April 29, 2009
May be Opportunity for Shippers and Manufacturers to Reduce Costs, but Meat Cleaver Won’t Work, Says Tyndall
SCDigest Editorial Staff
In a slumping economy in which companies are looking to cut costs in many areas, especially the supply chain, are existing outsourcing contracts in manufacturing and logistics a smart place to look?
Likely so, according to several outsourcing experts.

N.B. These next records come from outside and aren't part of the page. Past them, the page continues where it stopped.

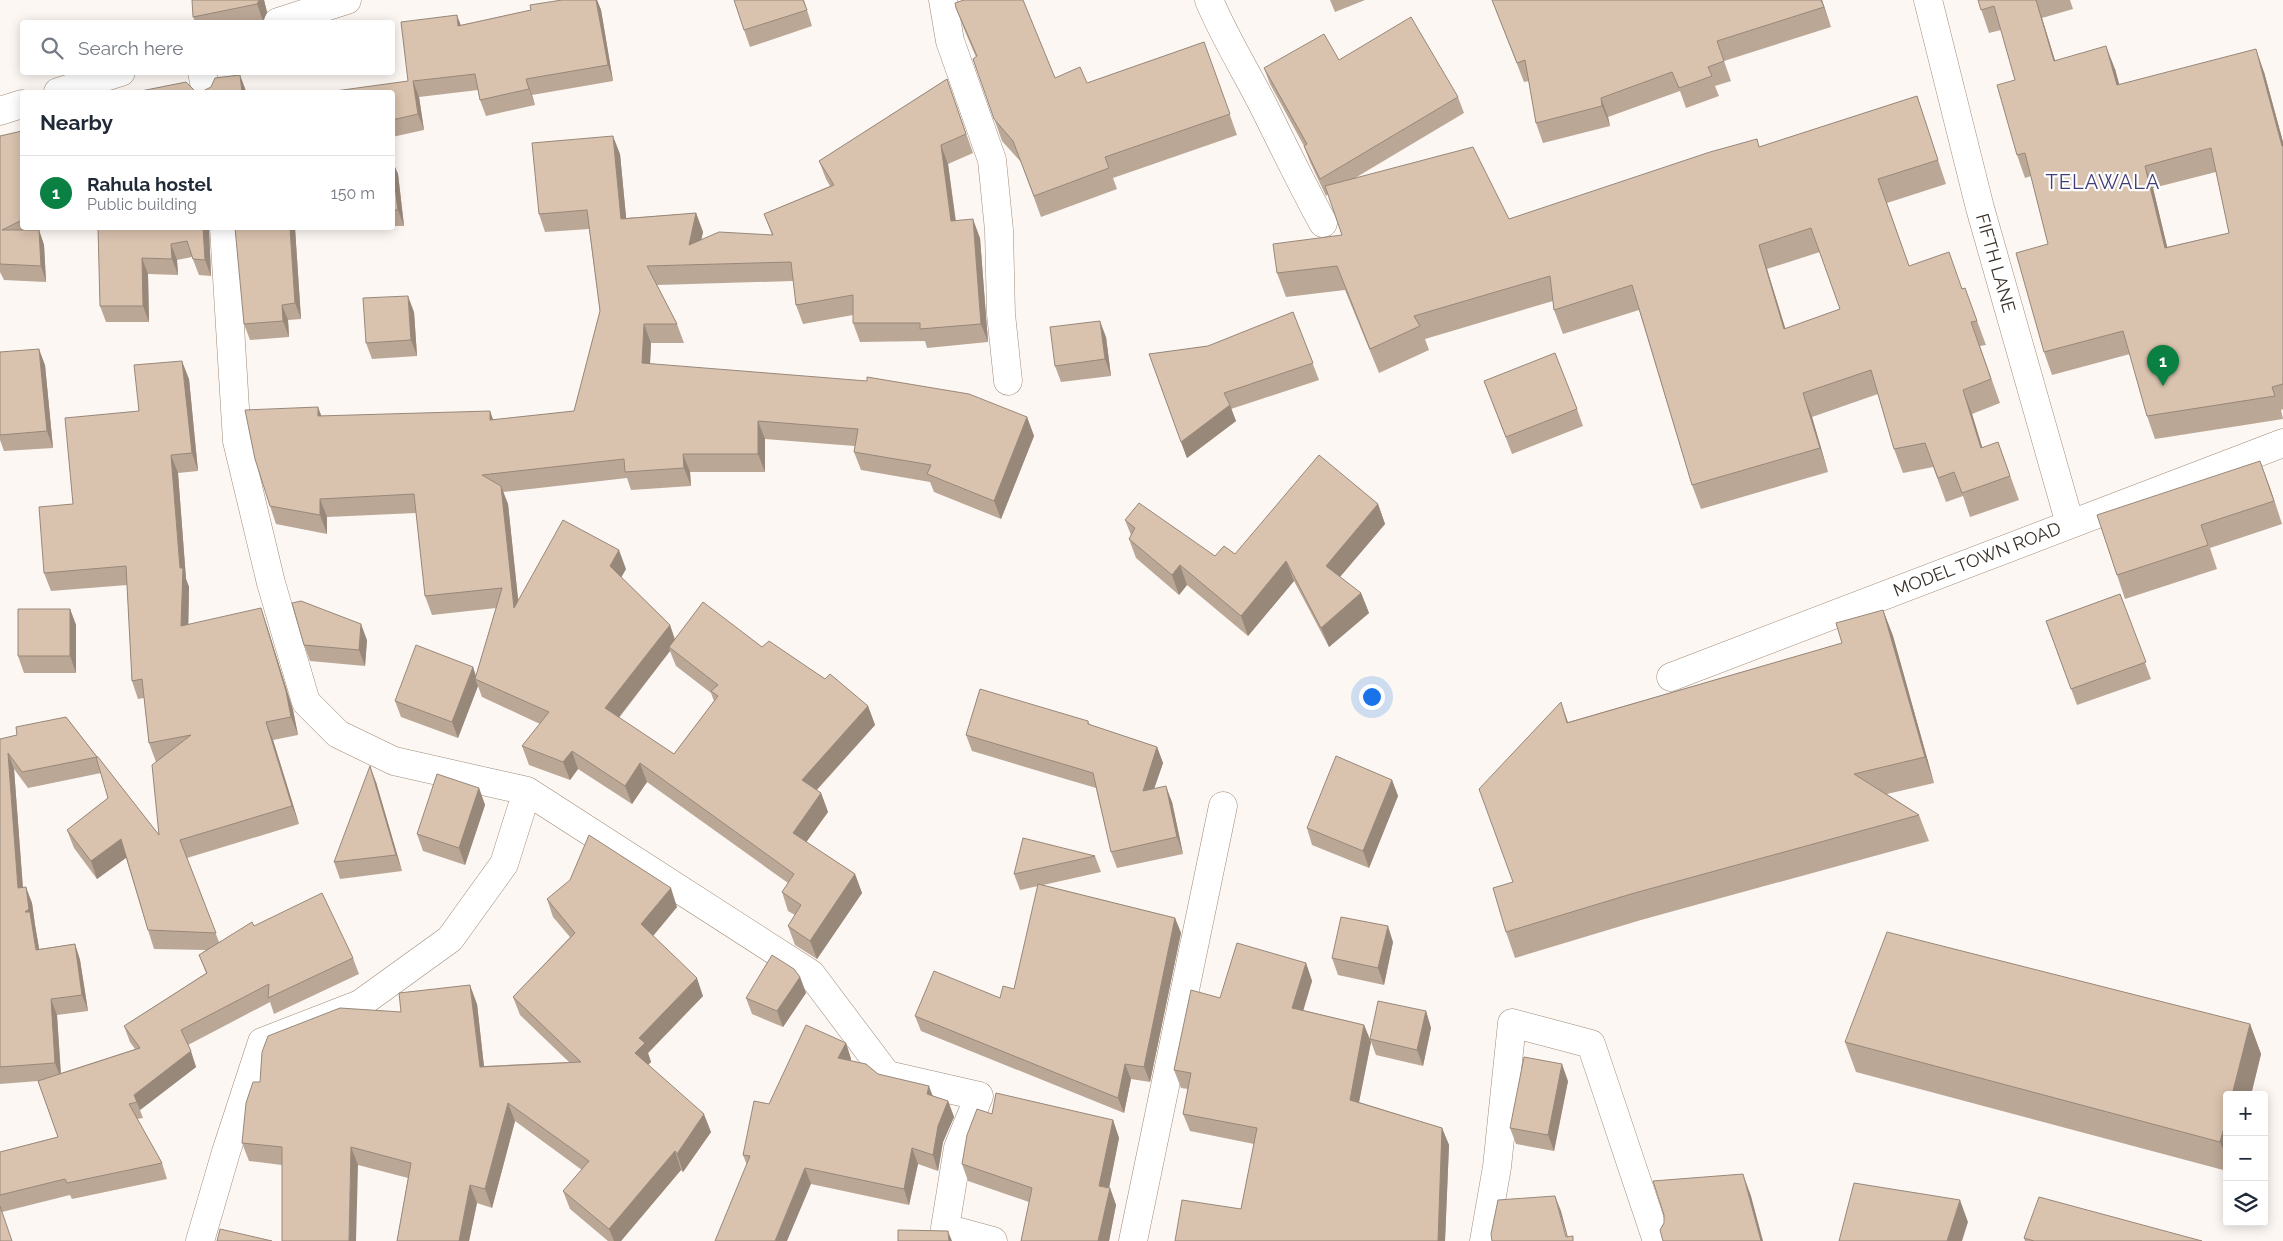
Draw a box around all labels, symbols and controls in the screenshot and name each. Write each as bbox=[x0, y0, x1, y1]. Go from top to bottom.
search box bbox=[20, 20, 395, 75]
icon: search bbox=[38, 34, 66, 62]
text: Search here bbox=[78, 37, 184, 59]
text: Nearby bbox=[40, 110, 113, 135]
district label: TELAWALA bbox=[2046, 170, 2160, 194]
text: Rahula hostel bbox=[87, 173, 212, 195]
text: 1 bbox=[52, 184, 60, 203]
text: 150 m bbox=[331, 184, 375, 203]
text: Public building bbox=[87, 195, 197, 214]
street label: FIFTH LANE bbox=[1972, 211, 2020, 315]
pin: 1 bbox=[2147, 345, 2179, 386]
street label: MODEL TOWN ROAD bbox=[1890, 517, 2064, 601]
your location bbox=[1359, 684, 1385, 710]
map controls bbox=[2223, 1091, 2268, 1226]
button: + bbox=[2223, 1091, 2268, 1136]
button: − bbox=[2223, 1136, 2268, 1181]
button: layers bbox=[2223, 1181, 2268, 1226]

But they also say you can also cause other problems if the approach is taken too far or not executed smartly.
Writing in the most recent edition of CSCMP’s Supply Chain Quarterly, Julian Millstein and Tim Roughton of law firm Morrison & Foerster say. "It's possible to cut some of the costs associated with these relationships, but it is not easy."

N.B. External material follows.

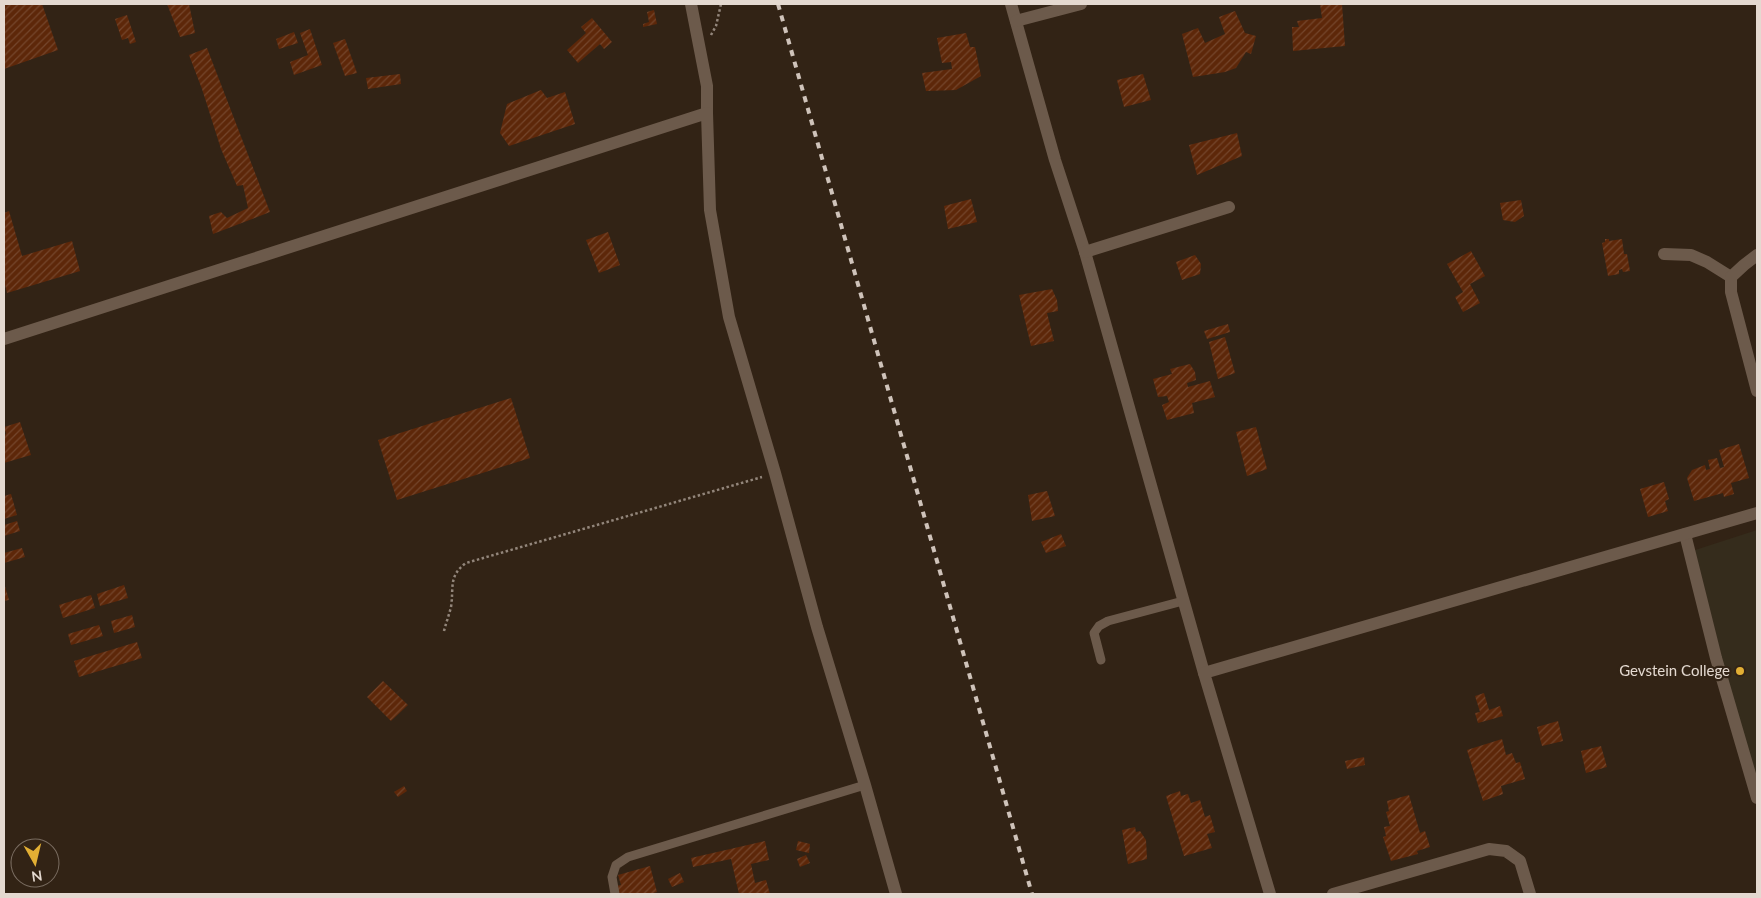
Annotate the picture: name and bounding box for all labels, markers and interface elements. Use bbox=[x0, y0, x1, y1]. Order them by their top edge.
place label: Gevstein College bbox=[1619, 661, 1730, 679]
marker: Gevstein College bbox=[1734, 665, 1746, 677]
north arrow bbox=[10, 838, 60, 888]
text: N bbox=[30, 867, 43, 886]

They outline four areas where savings may be found by rethinking about contractual terms:
Look for Areas that Offer Flexibility:
Often, manufacturing or logistics outsourcing agreements contain fixed charges that are based to some extent on transaction or headcount assumptions in the initial year of the agreement. “Often these amounts can be adjusted when conditions change,” Millstein and Roughton say. “For example, a contract may allow adjustments to fixed charges if the volume of activity falls below an agreed baseline, or if the service provider achieves additional cost savings.”
The agreement may also include service level commitments that add a lot of cost. In this economy, does it make sense to reduce service-level commitments just a bit to drive down the outsourcer’s costs? The last few percents or even decimals in service level agreements can add substantial cost. Ditto with all of the services being performed – could some of them be scaled back or eliminated right now?
Enforce Your Rights:
While many outsourcing experts say that if an outsourcing agreement is managed on a day-to-day basis by the terms in the contract, it is likely to be an unsuccessful relationship, nonetheless, in these times, “a return to more formal and controlled management” might make sense, Millstein and Roughton say. "To get the full benefit of the terms in your existing agreement, review its service-level and pricing mechanisms, and then enforce the rights you already have."

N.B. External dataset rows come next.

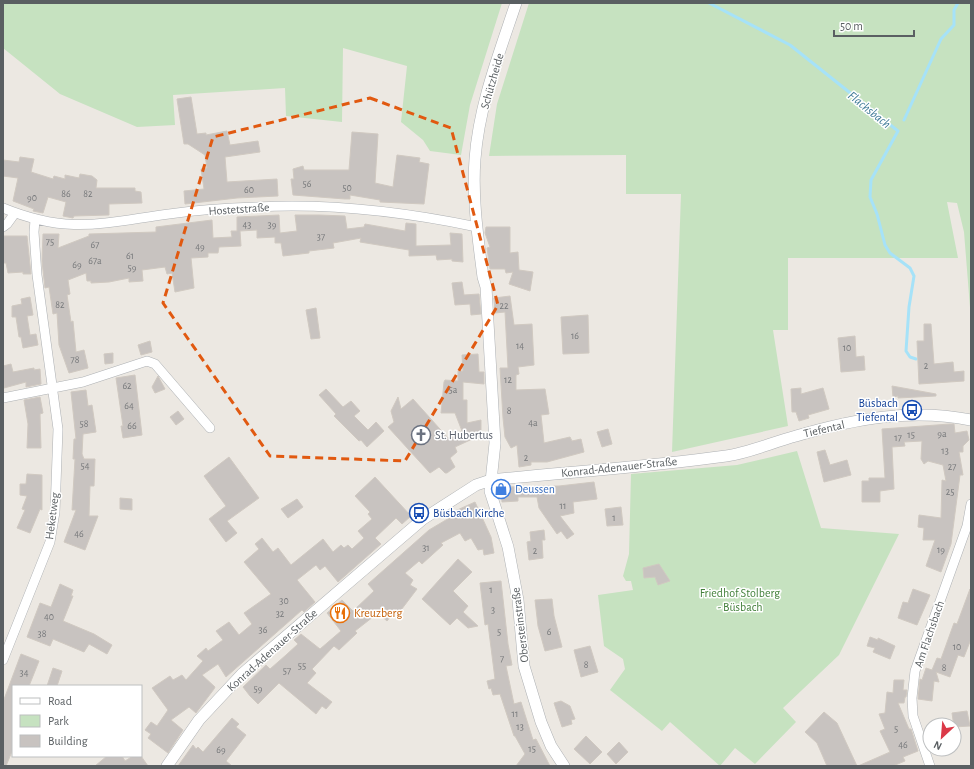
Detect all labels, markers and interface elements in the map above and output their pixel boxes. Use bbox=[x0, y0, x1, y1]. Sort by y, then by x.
scale bar bbox=[834, 12, 914, 38]
text: 50 m bbox=[840, 20, 863, 32]
street label: Schützheide bbox=[478, 52, 506, 110]
water label: Flachsbach bbox=[845, 89, 893, 131]
house number: 56 bbox=[303, 179, 312, 189]
house number: 50 bbox=[342, 183, 352, 193]
house number: 60 bbox=[244, 185, 254, 195]
house number: 86 bbox=[61, 189, 71, 199]
house number: 82 bbox=[83, 189, 93, 199]
house number: 90 bbox=[27, 193, 37, 203]
street label: Hostetstraße bbox=[208, 201, 270, 217]
house number: 43 bbox=[243, 220, 251, 230]
house number: 39 bbox=[268, 220, 277, 230]
house number: 37 bbox=[317, 232, 325, 242]
house number: 75 bbox=[46, 237, 54, 247]
house number: 67 bbox=[91, 240, 99, 250]
house number: 49 bbox=[195, 242, 205, 252]
house number: 61 bbox=[126, 251, 134, 261]
house number: 67a bbox=[88, 256, 102, 266]
house number: 69 bbox=[72, 260, 82, 270]
house number: 59 bbox=[128, 263, 137, 273]
house number: 82 bbox=[55, 300, 65, 310]
house number: 22 bbox=[499, 301, 509, 311]
house number: 16 bbox=[571, 331, 579, 341]
house number: 14 bbox=[516, 341, 524, 351]
house number: 10 bbox=[843, 343, 851, 353]
house number: 78 bbox=[71, 355, 80, 365]
house number: 2 bbox=[924, 361, 929, 371]
house number: 12 bbox=[504, 375, 512, 385]
house number: 62 bbox=[122, 381, 132, 391]
house number: 5a bbox=[449, 385, 458, 395]
place label: Büsbach Tiefental bbox=[856, 397, 898, 423]
bus stop icon: Büsbach Tiefental bbox=[901, 399, 923, 421]
house number: 64 bbox=[124, 401, 134, 411]
house number: 8 bbox=[507, 406, 512, 416]
house number: 4a bbox=[528, 418, 538, 428]
street label: Tiefental bbox=[802, 418, 846, 440]
house number: 58 bbox=[80, 419, 89, 429]
house number: 66 bbox=[127, 421, 137, 431]
church icon: St. Hubertus bbox=[410, 424, 432, 446]
place label: St. Hubertus bbox=[435, 429, 493, 441]
house number: 9a bbox=[937, 429, 947, 439]
house number: 15 bbox=[907, 430, 915, 440]
house number: 17 bbox=[894, 433, 902, 443]
house number: 13 bbox=[941, 446, 949, 456]
house number: 2 bbox=[524, 453, 529, 463]
street label: Konrad-Adenauer-Straße bbox=[560, 455, 678, 479]
house number: 54 bbox=[81, 461, 90, 471]
house number: 27 bbox=[948, 462, 956, 472]
shop icon: Deussen bbox=[490, 478, 512, 500]
place label: Deussen bbox=[515, 483, 555, 495]
house number: 25 bbox=[946, 487, 954, 497]
street label: Heketweg bbox=[43, 492, 61, 540]
house number: 11 bbox=[560, 501, 566, 511]
bus stop icon: Büsbach Kirche bbox=[408, 502, 430, 524]
place label: Büsbach Kirche bbox=[433, 507, 504, 519]
house number: 1 bbox=[612, 513, 616, 523]
house number: 46 bbox=[74, 529, 84, 539]
house number: 31 bbox=[422, 543, 430, 553]
house number: 19 bbox=[937, 545, 945, 555]
house number: 2 bbox=[533, 546, 538, 556]
house number: 1 bbox=[489, 585, 493, 595]
street label: Obersteinstraße bbox=[509, 587, 531, 663]
park label: Friedhof Stolberg - Büsbach bbox=[700, 587, 780, 613]
house number: 30 bbox=[279, 596, 289, 606]
street label: Am Flachsbach bbox=[912, 599, 946, 669]
restaurant icon: Kreuzberg bbox=[329, 602, 351, 624]
house number: 3 bbox=[491, 605, 495, 615]
street label: Konrad-Adenauer-Straße bbox=[225, 606, 319, 694]
place label: Kreuzberg bbox=[354, 607, 402, 619]
house number: 32 bbox=[276, 609, 285, 619]
house number: 40 bbox=[44, 612, 54, 622]
house number: 36 bbox=[259, 625, 268, 635]
house number: 5 bbox=[497, 627, 501, 637]
house number: 6 bbox=[547, 627, 552, 637]
house number: 38 bbox=[38, 629, 47, 639]
house number: 10 bbox=[953, 642, 961, 652]
house number: 7 bbox=[500, 654, 504, 664]
house number: 8 bbox=[584, 660, 589, 670]
house number: 55 bbox=[298, 661, 306, 671]
house number: 8 bbox=[942, 663, 947, 673]
house number: 57 bbox=[283, 666, 291, 676]
house number: 34 bbox=[20, 668, 29, 678]
house number: 59 bbox=[254, 684, 263, 694]
legend bbox=[12, 685, 142, 757]
text: Road bbox=[48, 695, 72, 707]
house number: 11 bbox=[512, 709, 518, 719]
text: Park bbox=[48, 715, 69, 727]
north arrow bbox=[922, 717, 962, 757]
house number: 13 bbox=[516, 722, 524, 732]
house number: 5 bbox=[894, 724, 898, 734]
text: Building bbox=[48, 735, 88, 747]
text: N bbox=[932, 739, 944, 752]
house number: 46 bbox=[898, 740, 908, 750]
house number: 15 bbox=[528, 744, 536, 754]
house number: 69 bbox=[216, 745, 226, 755]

For example, while there can be “chargeback” provisions in the contract for minor service failures, they are often ignored for the sake of the relationship. But Millstein and Roughton say pursuing such action now may result in “appreciable cost savings.”
They also say that many contracts allow the buyer to periodically “benchmark” service prices and make adjustments – rights rarely executed in good times. Now, however, companies may find such a benchmark will show market rates have declined significantly – and that these can be enforced via contract terms.
Look for Renegotiation Opportunities:
Outsourcing agreements are made at a certain time, under certain conditions and expectations, to support a given business and supply chain strategy. However, “when economic circumstances affect the business case for a particular deal, a review is not just a good idea, it's essential,” Millstein and Roughton say. "That's why now is the time to consider whether any element of your outsourcing agreement should be renegotiated to reflect fundamentally different economic conditions."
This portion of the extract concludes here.